Ora, a prestação que a Recorrente se obrigou a proporcionar à Recorrida foi a utilização para fins comerciais de um espaço integrado num todo organizado e valorizado pelos chamados serviços.
Resultou provado que a recorrente manteve o centro comercial em funcionamento e proporcionou à recorrida a possibilidade de utilizar a loja - , até à rescisão do contrato - e que aceitou essa prestação, utilizando a loja e nela exercendo e mantendo o exercício da sua actividade.
Ouvida a prova, podemos concluir que os estudos económicos se goraram. Como referiu a testemunha fez variados estudos e projecções, que não se verificaram, mas não passaram disso, não se fez prova de que alguém garantisse qualquer movimento. Mas esse risco existe sempre no investimento seja ele qual for. Havia a expectativa e confiança de que seria um negócio de sucesso naquele lugar e espaço. Mas todo o investimento comporta um risco dependendo de variados factores da conjuntura que podem ou não verificar-se. Tanto assim que, em face das dificuldades verificadas houve três alterações de renda. A inicialmente aprovada em 2011 -€700 e em 2012 €300. A administração esteve disponível em adaptar a renda acordada à situação dos seus ocupantes.
Em suma os art. 11 e 12 devem ser não provados.
No art. 13.deve ser respondido – provado apenas que: algumas lojas fecharam.
  1.2- O incumprimento invocado.
Perante a matéria de facto provada em relação a essa excepção ou incumprimento, invocado pelo réu, podemos adiantar que não se verifica.
No caso vertente temos dois contratos juntos, um de reserva de direito de ingresso no centro comercial e promessa de cessão de espaço integrado no referido centro, assinado em 17 de Julho de 2009 – cf. 28 a 30. Outro de fls. 31 a 42 de cessão de espaço integrado em centro comercial, assinado em 1 Outubro de 2009. O valor da retribuição consta na cláusula 5ª foi fixada em €2.205,00 fls. 33, mais IVA, na altura a 20% (...)
Para que os lojistas possam utilizar as lojas dos centros comerciais, o proprietário do respectivo centro apresenta-lhes uma minuta tipo, minuta essa que se traduz num contrato de adesão, cujas cláusulas gerais estão já prefixadas e que aqueles se limitam a aderir, sem discutirem ou negociarem estas cláusulas gerais subjacentes ao contrato.
 Se, por um lado, as padronizações negociais favorecem o dinamismo do tráfico jurídico, conduzindo a uma racionalização ou normalização e a uma eficácia benéficas aos próprios consumidores, a experiência jurídica leva-nos, por vezes, à conclusão da existência de certas cláusulas que, quando inseridas em contratos, se tornam nocivas ou injustas.

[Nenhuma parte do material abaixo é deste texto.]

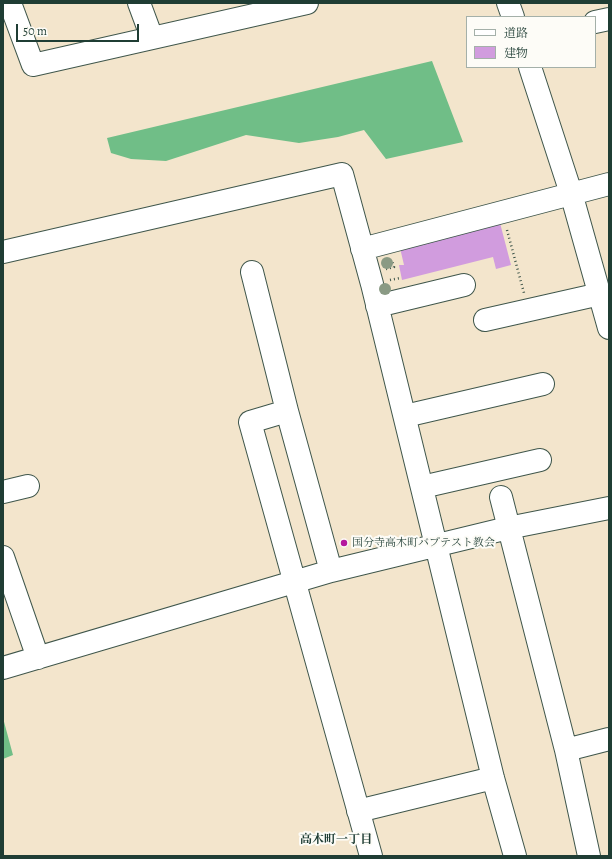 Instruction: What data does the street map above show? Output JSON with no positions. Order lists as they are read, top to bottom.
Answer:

A actividade comercial é uma actividade de risco e, por consequência, aleatória, em que a possibilidade de insucesso não constitui segredo para ninguém, havendo que distinguir entre o prévio e determinado objecto do negócio e a expectativa de lucro e rendimento que o comerciante pretende retirar do mesmo, futura e incerta na sua concretização, em que o sucesso dependerá, em grande medida, da maior ou menor competência dos comerciantes.

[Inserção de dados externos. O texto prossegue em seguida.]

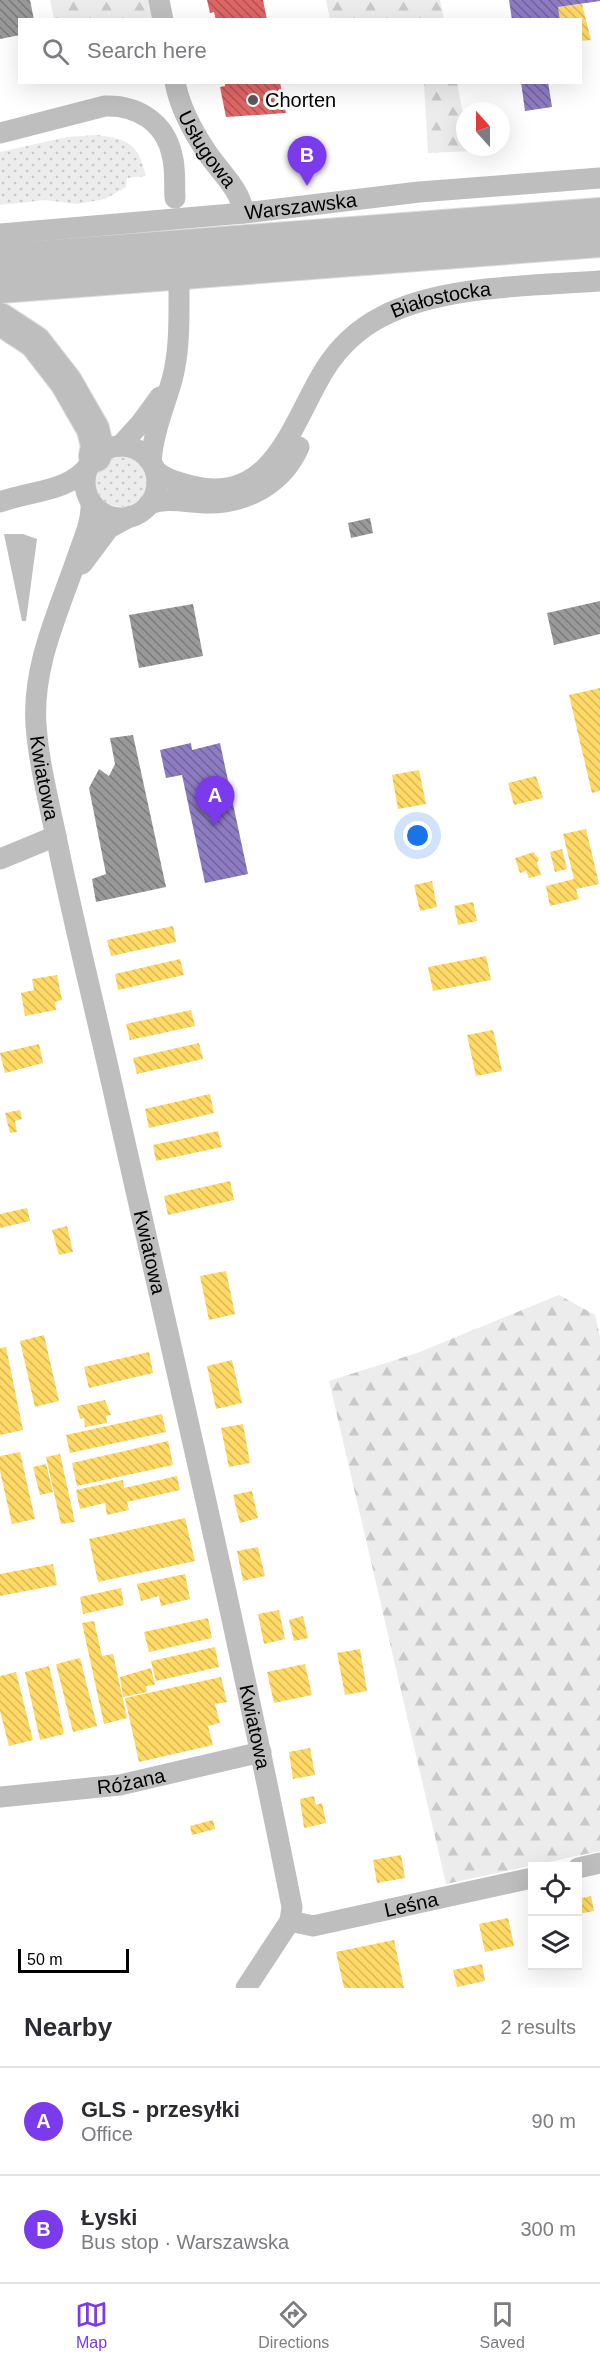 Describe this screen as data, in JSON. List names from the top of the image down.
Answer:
{
  "streets": {
    "street": [
      "Usługowa",
      "Warszawska",
      "Białostocka",
      "Kwiatowa",
      "Różana",
      "Leśna"
    ]
  },
  "crossings": [
    ["Usługowa", "Warszawska"],
    ["Białostocka", "Kwiatowa"],
    ["Kwiatowa", "Różana"],
    ["Kwiatowa", "Leśna"]
  ],
  "places": ["Chorten"],
  "scale_bar": "50 m",
  "north": "top",
  "page": {
    "search": "Search here",
    "pins": ["B", "A"],
    "scale": "50 m",
    "heading": ["Nearby", "2 results"],
    "list": [
      {
        "mark": "A",
        "name": "GLS - przesyłki",
        "note": "Office",
        "value": "90 m"
      },
      {
        "mark": "B",
        "name": "Łyski",
        "note": "Bus stop · Warszawska",
        "value": "300 m"
      }
    ],
    "nav": ["Map", "Directions", "Saved"]
  }
}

- “Esta obrigação de garantia, assumindo o risco do negócio, não aparece nos contratos de utilização de loja. E compreende-se o seu não aparecimento: a mais da “boa imagem” do Centro Comercial, o sucesso de cada loja não pode deixar de depender também e sobretudo da actuação do seu titular” (CALVÃO DA SILVA, no comentário ao Acórdão do Supremo Tribunal de Justiça de 13 de Dezembro de 2007, publicado in RLJ, pág. 375);
A primeira fonte das obrigações é constituída pelos contratos, assentando toda a disciplina legislativa dos contratos nos seguintes princípios fundamentais: princípio da autonomia privada (atribui aos seus contraentes o poder de fixarem, em termos vinculativos, a disciplina que mais convém aos seus interesses), o princípio da confiança (cada contraente deve responder pelas expectativas que justificadamente cria, com a sua declaração, no espírito da contraparte), e o princípio da justiça comutativa ou da equivalência objectiva (nos contratos a título oneroso à prestação de cada um dos contraentes deve corresponder uma prestação de valor objectivo ou subjectivo sensivelmente equivalente da parte do outro contraente) – cf. A. Varela in “Das Obrigações em Geral”, vol. I, 4ª ed. Almedina – fls. 200 e sgs.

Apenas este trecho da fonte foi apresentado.